First, the editorial calls on Wolverine to “step up now to assist the community,” but ignores that we’ve been here doing that from the very start. Indeed, even with uncertainty about PFAS in the scientific and regulatory communities, Wolverine ensured all affected residents have access to safe and reliable drinking water by quickly and voluntarily providing bottled water and over 700 proven, highly effective filters – the majority of which went to homes with low or no PFAS in their water.
In addition, Wolverine has worked with the EPA and DEQ to conduct comprehensive environmental investigations at its House Street and former Tannery properties – including drilling dozens of monitoring wells, and collecting hundreds of soil, groundwater, sediment, soil gas, and surface water samples. We’re also installing a filtration system to capture and treat groundwater at the former Tannery before it reaches the Rogue River.
It’s true that Wolverine has been sued by some residents, including dozens whose water has no PFAS, and others who don’t even live in the area. We’ll continue to vigorously defend ourselves against these and other meritless claims. At the same time, we have neither slowed down nor wavered in our commitment to helping our friends, family members, and neighbors in our community and have dedicated over $35 million to-date to our remediation efforts. In addition, earlier this year we sued 3M, which manufactured, tested, and sold Scotchgard to Wolverine and millions of others for decades, to ensure they do their part to address the impact of their product on this community.
Second, the editorial claims that whole house filters are “not a permanent solution,” and the “obvious” solution is for Wolverine to pay to extend Plainfield Township’s municipal water system. But the truth is that the whole house filters Wolverine has provided use the same carbon technology used in municipal water filters like the one recently installed by Plainfield Township, and these whole house filters have proven to be highly effective at eliminating PFAS.
Wolverine has said from the start that we intend to be part of developing water quality solutions for our community – and we’ve backed up our words with actions. Whether these solutions ultimately include the extension of municipal water to certain areas, and who would supply this water, however, has not yet been decided. Those decisions will be reached based on facts, data, and discussions with regulators and other involved parties – not through grandstanding by Township officials or pressure from the media.
Finally, the editorial inaccurately states that Judge Janet T. Neff ordered Wolverine, 3M, the State of Michigan, and the Townships to “reach a consensus by July 8” on how to remedy groundwater in the House Street area.
This is simply not true, and the Press appears to have adopted it from an inaccurate press release issued by Plainfield Township.
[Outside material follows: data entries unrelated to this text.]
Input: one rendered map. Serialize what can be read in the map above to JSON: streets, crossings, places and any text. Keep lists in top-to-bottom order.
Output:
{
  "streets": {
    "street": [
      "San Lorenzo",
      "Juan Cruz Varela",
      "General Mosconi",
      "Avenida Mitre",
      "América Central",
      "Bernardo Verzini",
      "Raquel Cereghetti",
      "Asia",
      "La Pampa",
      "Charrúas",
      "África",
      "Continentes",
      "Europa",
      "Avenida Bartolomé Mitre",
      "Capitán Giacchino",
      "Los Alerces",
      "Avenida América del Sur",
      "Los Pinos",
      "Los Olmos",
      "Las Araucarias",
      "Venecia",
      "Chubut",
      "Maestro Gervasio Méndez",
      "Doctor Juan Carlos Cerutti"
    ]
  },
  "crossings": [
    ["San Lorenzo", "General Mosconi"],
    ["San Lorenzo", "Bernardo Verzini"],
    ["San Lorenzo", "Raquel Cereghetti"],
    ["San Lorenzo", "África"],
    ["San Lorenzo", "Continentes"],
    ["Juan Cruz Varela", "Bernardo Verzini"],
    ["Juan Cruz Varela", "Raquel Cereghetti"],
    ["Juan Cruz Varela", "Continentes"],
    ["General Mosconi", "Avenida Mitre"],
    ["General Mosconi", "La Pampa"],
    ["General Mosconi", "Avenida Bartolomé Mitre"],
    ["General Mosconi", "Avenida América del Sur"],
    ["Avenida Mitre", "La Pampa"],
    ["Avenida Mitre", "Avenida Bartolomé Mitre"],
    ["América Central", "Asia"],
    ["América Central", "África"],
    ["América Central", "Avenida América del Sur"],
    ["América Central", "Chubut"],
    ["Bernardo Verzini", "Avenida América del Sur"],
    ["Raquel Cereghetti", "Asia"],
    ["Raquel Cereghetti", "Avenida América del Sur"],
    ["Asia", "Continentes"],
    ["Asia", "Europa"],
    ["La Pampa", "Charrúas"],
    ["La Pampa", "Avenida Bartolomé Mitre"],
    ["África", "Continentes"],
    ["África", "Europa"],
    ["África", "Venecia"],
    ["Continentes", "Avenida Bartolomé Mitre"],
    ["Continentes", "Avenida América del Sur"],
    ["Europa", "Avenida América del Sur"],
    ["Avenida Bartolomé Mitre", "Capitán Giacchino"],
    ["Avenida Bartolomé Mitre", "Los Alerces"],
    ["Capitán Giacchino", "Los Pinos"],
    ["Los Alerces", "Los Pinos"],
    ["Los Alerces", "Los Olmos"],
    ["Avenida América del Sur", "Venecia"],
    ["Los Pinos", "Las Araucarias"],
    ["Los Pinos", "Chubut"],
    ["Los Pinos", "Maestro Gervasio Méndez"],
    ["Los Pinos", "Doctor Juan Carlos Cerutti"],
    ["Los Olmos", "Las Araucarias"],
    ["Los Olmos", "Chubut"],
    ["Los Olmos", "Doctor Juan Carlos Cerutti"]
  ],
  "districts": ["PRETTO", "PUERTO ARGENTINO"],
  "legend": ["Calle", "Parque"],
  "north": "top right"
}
In fact, the judge’s actual request was for the parties to propose a process that the Court can later use to determine whether any remedy is needed beyond what Wolverine has already done. This distinction is complex, much like the water quality issues we are currently addressing in the community, but it’s a distinction that is critical for the public to understand.
In closing, Wolverine has been in the community for over 100 years, and we plan to be here for 100 more. We understand and embrace our responsibilities as a community leader, and are committed to seeing this through to the end. That’s what great companies do, and that’s what people from West Michigan do. We encourage readers who want the facts to visit our blog at WeAreWolverine.com.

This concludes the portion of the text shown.